Des conditions qui ne s’appliquent pas au Maroc, qui n’a encore jamais été touché par une tempête tropicale ou extra-tropicale, selon Karrouk. “La température de l’eau au large du pays ne permet pas ce type de développement mais aussi l’orientation des flux et courants aériens, qui se déplacent et ondulent vers le nord-est, ce qui protège le Maroc”.

Si le royaume reste à l’abri des cyclones, leurs effets peuvent cependant manifester des perturbations météorologiques dans plusieurs villes du pays comme des averses et des vents pouvant atteindre jusqu'à 100 kilomètres à l'heure.

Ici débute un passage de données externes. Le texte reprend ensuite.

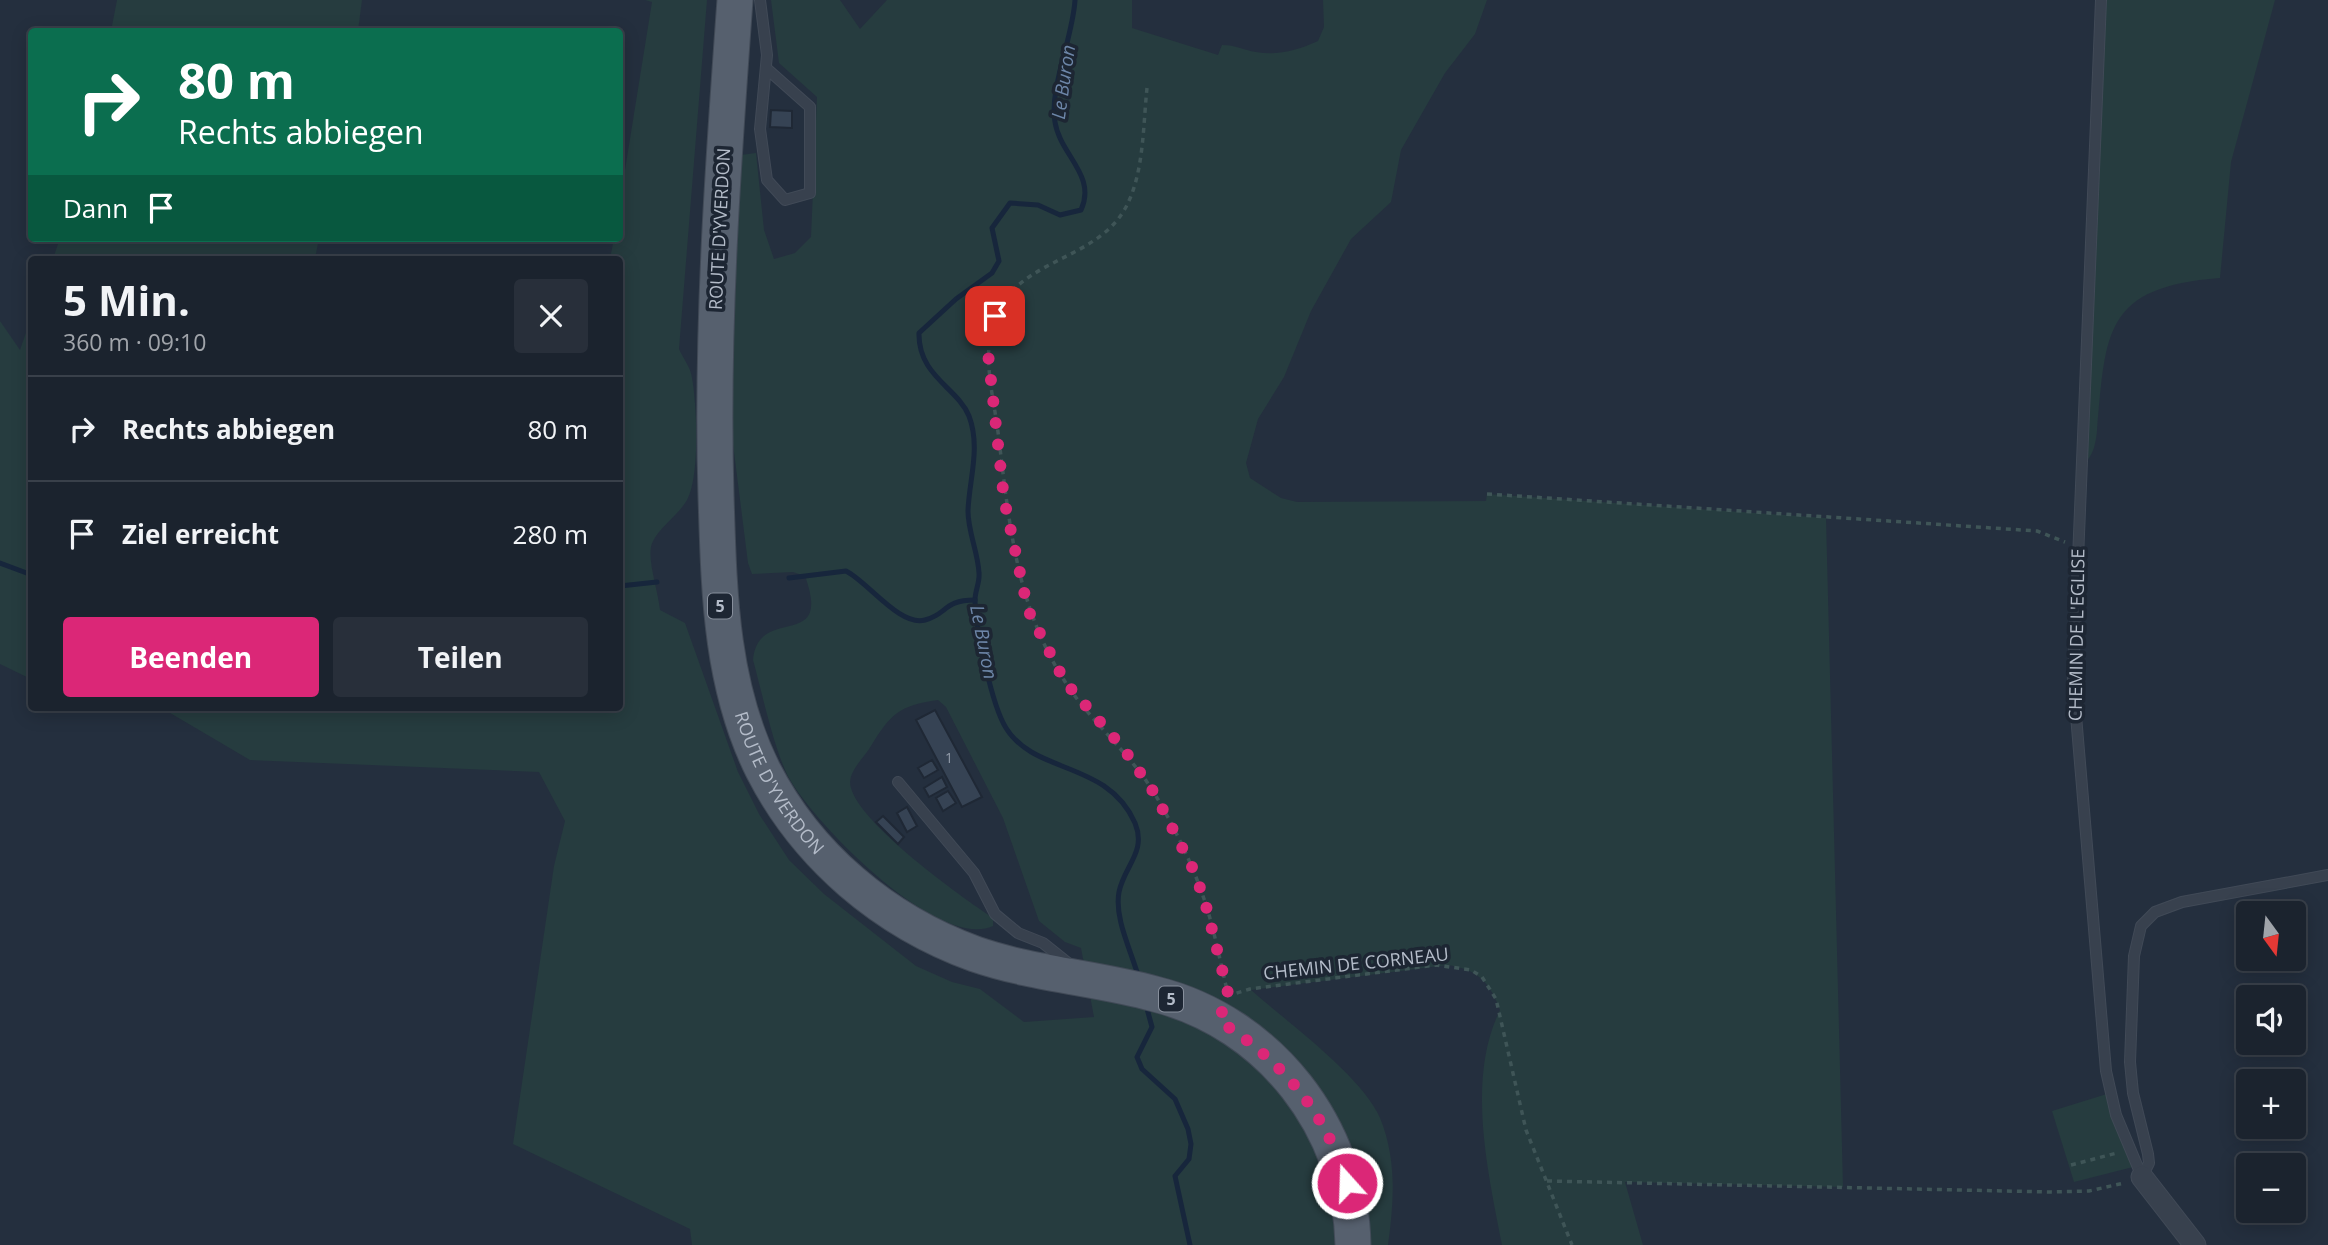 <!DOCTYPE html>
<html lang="de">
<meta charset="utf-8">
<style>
body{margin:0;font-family:"Open Sans",sans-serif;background:#282f3a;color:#f1f3f6;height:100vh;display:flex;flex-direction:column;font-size:26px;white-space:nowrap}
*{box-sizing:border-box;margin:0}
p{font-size:23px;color:#a0a4aa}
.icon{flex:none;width:38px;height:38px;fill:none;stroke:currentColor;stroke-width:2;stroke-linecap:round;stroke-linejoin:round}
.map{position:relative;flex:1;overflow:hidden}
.details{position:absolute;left:28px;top:256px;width:595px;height:455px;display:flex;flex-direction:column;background:#1b232e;border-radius:7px;box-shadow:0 4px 18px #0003,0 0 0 2px #39404a}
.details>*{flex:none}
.guide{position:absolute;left:28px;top:28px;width:595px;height:214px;border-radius:7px;box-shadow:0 4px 18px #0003,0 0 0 2px #39404a;background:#0b6e4f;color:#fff;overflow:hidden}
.needle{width:46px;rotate:165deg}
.tools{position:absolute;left:2236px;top:901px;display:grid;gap:14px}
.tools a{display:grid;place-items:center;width:70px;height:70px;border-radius:7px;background:#1b232e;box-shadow:0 4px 18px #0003,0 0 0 2px #39404a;font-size:35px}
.pin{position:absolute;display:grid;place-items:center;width:60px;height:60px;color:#fff;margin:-30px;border-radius:14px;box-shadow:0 4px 10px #0006}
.me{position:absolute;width:77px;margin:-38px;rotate:340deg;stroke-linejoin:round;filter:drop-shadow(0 0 5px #0008)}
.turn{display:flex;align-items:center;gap:24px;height:147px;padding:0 35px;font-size:32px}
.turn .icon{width:91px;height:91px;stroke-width:2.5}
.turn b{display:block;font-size:49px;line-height:60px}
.then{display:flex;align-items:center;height:66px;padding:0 35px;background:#0003;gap:14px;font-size:26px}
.round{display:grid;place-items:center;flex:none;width:74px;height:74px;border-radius:7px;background:#282f3a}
.summary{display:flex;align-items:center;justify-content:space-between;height:119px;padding:0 35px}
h1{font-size:42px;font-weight:700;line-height:52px}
.action{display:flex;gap:14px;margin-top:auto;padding:14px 35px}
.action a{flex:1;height:80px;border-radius:7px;background:#db2777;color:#fff;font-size:28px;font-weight:700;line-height:80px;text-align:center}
.action a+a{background:#282f3a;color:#f1f3f6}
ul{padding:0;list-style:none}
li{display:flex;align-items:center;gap:21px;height:105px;padding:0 35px;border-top:2px solid #39404a}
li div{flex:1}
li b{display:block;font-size:26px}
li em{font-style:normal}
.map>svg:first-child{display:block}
.green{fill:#263c3f}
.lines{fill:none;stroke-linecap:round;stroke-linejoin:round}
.stream{stroke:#17263c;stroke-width:5}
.building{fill:#364354;stroke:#1f2835;stroke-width:2}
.lane-casing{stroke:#414a57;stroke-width:12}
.street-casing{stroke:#414a57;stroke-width:23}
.primary-casing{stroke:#414a57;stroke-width:37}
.path{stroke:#3f5557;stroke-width:3.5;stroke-dasharray:5 5;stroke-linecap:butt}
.lane{stroke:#38414e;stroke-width:10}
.street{stroke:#38414e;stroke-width:21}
.primary{stroke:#56606e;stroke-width:35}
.route{stroke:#db2777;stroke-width:12;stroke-dasharray:0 21.6}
.labels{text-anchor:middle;stroke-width:7;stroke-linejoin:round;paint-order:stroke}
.number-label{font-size:14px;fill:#929caa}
.shield{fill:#1d2633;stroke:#878f9c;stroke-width:2}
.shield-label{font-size:16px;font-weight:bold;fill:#b4bcc9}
.street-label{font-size:18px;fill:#b4bcc9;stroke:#1d2633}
.water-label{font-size:19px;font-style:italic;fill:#6d86a8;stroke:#1d2633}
</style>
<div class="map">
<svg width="2328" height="1245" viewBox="0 0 2328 1245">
<rect width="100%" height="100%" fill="#242f3e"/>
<g class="green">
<path d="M117 0H362L358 31H111Z"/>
<path d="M645 0H707L679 349C683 358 691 368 692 378 697 406 700 476 687 500 678 516 655 530 651 547 648 562 658 591 660 610L685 623 738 772 759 814 789 860 824 894 916 966 952 982 980 989 1024 1022 1094 1017 1081 948 1065 942 1039 921 1003 818 946 707 938 700C899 705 890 715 871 746 864 758 846 773 851 788 861 825 960 896 993 918V926C938 951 814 823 789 778 774 750 762 692 753 660 758 603 833 653 805 576L793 572 752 574 748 563 732 436V360L741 155 756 153 764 230 774 259 795 253 811 237 817 97 779 63 771 0H840L860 29 887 0H1132V28L1218 55 1222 45C1236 45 1243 50 1256 52 1278 56 1298 50 1318 41L1324 27 1323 0H1487L1475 34 1445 73 1401 150 1391 202 1351 239 1311 311 1284 377 1258 419 1246 463 1250 478 1281 498 1297 502 1486 501 1487 494 1826 518 1843 1187 1625 1182 1643 1245H1502C1488 1172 1466 1079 1500 1010 1490 982 1477 969 1447 965L1251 990C1286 1021 1363 1077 1380 1118 1397 1159 1394 1202 1388 1245H692L690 1229 513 1144 554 866 565 821 539 772 250 760 160 707H620V259H610L614 238H620V201L652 2Z"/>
<path d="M2101 0H2275L2231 162 2220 278C2104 287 2106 331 2097 431 2096 442 2093 458 2083 464Z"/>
<path d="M60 238H319L315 259H53Z"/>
<path d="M31 318 32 679H31L0 664V321L20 350Z"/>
<path d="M2110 1093 2137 1166 2074 1182 2052 1111Z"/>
</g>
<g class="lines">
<g class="stream">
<path d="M1075 0C1073 37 1049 89 1055 122 1060 155 1097 175 1081 210L1060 215 1038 205 1010 203 992 228 999 261 992 273 956 299 919 333C918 376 958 388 969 416 981 448 969 480 968 511 968 532 978 552 979 573 980 582 975 591 975 600 975 626 992 706 1006 728 1035 775 1107 760 1135 823 1147 852 1124 866 1119 892 1114 919 1132 952 1139 979"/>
<path d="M0 563 32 575"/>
<path d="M789 578 846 571C868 582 900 627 925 620 948 614 943 600 975 600"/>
<path d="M620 586 657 582"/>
<path d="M1146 1005 1152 1027 1137 1057 1142 1069 1175 1099 1188 1129 1191 1144 1189 1159 1175 1176 1190 1245"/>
</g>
</g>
<g class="building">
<path d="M771 110 792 111V128L770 127Z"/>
<path d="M935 710 982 797 962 807 916 720Z"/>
<path d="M932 760 938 770 924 778 918 768Z"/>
<path d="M942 777 947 787 929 797 924 788Z"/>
<path d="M948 791 956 803 943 811 936 798Z"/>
<path d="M907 807 917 826 907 832 897 813Z"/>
<path d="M883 816 904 837 898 844 876 822Z"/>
</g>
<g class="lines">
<g class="lane-casing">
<g id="lane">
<path d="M760 0 767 55 760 129 767 180 785 200 810 193V107L766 68"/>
<path d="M2101 0 2073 680 2106 1071 2116 1115 2142 1177"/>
<path d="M898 782 974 873 995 914 1018 933 1043 943 1073 967"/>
<path d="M2142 1177 2149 1163 2148 1154 2133 1093 2130 1062 2134 956 2141 926 2155 912 2182 902 2328 875"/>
</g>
</g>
<g class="street-casing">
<path id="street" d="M2142 1177 2195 1245"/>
</g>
<g class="primary-casing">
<g id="primary">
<path id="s1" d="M735 0C723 165 711 330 716 496 719 589 720 684 763 770 807 856 884 921 975 954 1033 974 1096 978 1155 994 1270 1023 1351 1128 1353 1245"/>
</g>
</g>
<g class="path">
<path d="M1147 88C1143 126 1144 173 1126 207 1094 266 1006 257 991 332 984 364 994 400 998 432 1009 519 1015 604 1064 680 1090 722 1130 752 1156 796 1174 827 1191 861 1203 896 1214 927 1220 962 1228 994"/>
<path d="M1487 494 2037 531 2065 542"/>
<path d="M1227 996 1250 989 1436 965 1471 970 1482 977 1496 999 1526 1130 1572 1245"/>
<path d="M2071 1165 2117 1153"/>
<path d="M1547 1181 2052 1192 2089 1191 2124 1183"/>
</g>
<use href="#lane" class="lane"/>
<use href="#street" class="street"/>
<use href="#primary" class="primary"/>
</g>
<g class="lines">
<path class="route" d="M995 316 988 353 1004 499 1028 610 1065 682 1123 748 1155 794 1192 867 1204 898 1228 993 1219 1021C1281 1060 1326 1112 1347 1183"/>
</g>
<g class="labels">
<g class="number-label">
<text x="949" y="763">1</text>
</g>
<g class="shield">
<rect x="708" y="593.5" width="24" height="25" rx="5"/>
<rect x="1159" y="986.5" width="24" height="25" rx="5"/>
</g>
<g class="shield-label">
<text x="720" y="612">5</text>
<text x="1171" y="1005">5</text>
</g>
<g class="street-label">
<text transform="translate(720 229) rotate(-87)" y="6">ROUTE D'YVERDON</text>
<text transform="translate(2077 635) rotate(-89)" y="6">CHEMIN DE L'EGLISE</text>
<text dy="6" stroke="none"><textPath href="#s1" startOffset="796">ROUTE D'YVERDON</textPath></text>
<text transform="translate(1356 964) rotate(-6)" y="6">CHEMIN DE CORNEAU</text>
</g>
<g class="water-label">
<text transform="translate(1063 82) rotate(-82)" y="7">Le Buron</text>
<text transform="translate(984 642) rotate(79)" y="7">Le Buron</text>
</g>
</g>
</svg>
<div class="tools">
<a><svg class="needle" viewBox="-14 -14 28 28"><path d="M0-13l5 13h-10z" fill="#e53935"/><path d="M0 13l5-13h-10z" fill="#a0a4aa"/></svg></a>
<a><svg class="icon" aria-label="sound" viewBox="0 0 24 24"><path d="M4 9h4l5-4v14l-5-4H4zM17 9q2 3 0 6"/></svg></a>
<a>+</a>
<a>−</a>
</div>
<div class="pin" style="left:995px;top:316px;background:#d93025"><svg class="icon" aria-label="arrive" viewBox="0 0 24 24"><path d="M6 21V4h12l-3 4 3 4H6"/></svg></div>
<svg class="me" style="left:1347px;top:1183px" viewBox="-20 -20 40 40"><circle r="17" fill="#db2777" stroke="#fff" stroke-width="3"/><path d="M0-11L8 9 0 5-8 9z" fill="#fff"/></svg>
<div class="guide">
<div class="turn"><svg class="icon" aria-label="right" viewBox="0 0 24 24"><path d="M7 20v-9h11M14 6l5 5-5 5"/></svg><div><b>80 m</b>Rechts abbiegen</div></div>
<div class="then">Dann<svg class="icon" aria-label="arrive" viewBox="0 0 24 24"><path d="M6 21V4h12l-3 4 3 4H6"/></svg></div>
</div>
<section class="details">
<div class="summary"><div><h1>5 Min.</h1><p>360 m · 09:10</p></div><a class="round"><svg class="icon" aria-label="close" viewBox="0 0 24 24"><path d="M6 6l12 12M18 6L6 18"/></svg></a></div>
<ul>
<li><svg class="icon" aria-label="right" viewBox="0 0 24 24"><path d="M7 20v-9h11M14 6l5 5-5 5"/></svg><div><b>Rechts abbiegen</b></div><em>80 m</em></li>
<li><svg class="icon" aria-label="arrive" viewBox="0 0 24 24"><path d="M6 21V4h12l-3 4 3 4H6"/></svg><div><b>Ziel erreicht</b></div><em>280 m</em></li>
</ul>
<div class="action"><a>Beenden</a><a>Teilen</a></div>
</section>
</div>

Ce n’est pas la première fois qu’une tempête atteint l’espace marocain, comme a tenu à le rappeler l’expert en climatologie. La tempête Nadine qui avait éclaté au sud de l’Espagne en 2012, et la tempête Alex née en janvier 2016 dans des eaux à 20 degrés, s’étaient toutes les deux formées en Atlantique.

Aujourd’hui, avec le réchauffement climatique, les cyclones prennent plus de force et sont plus fréquents qu’auparavant. “Au niveau planétaire, nous avons atteint une phase qui nous met devant une nouvelle situation énergétique thermique et nous vivons donc dans un nouveau climat", explique Karrouk qui rappelle que l’année 2017 a connu le plus grand nombre de tempêtes et d’ouragans formés depuis 2005.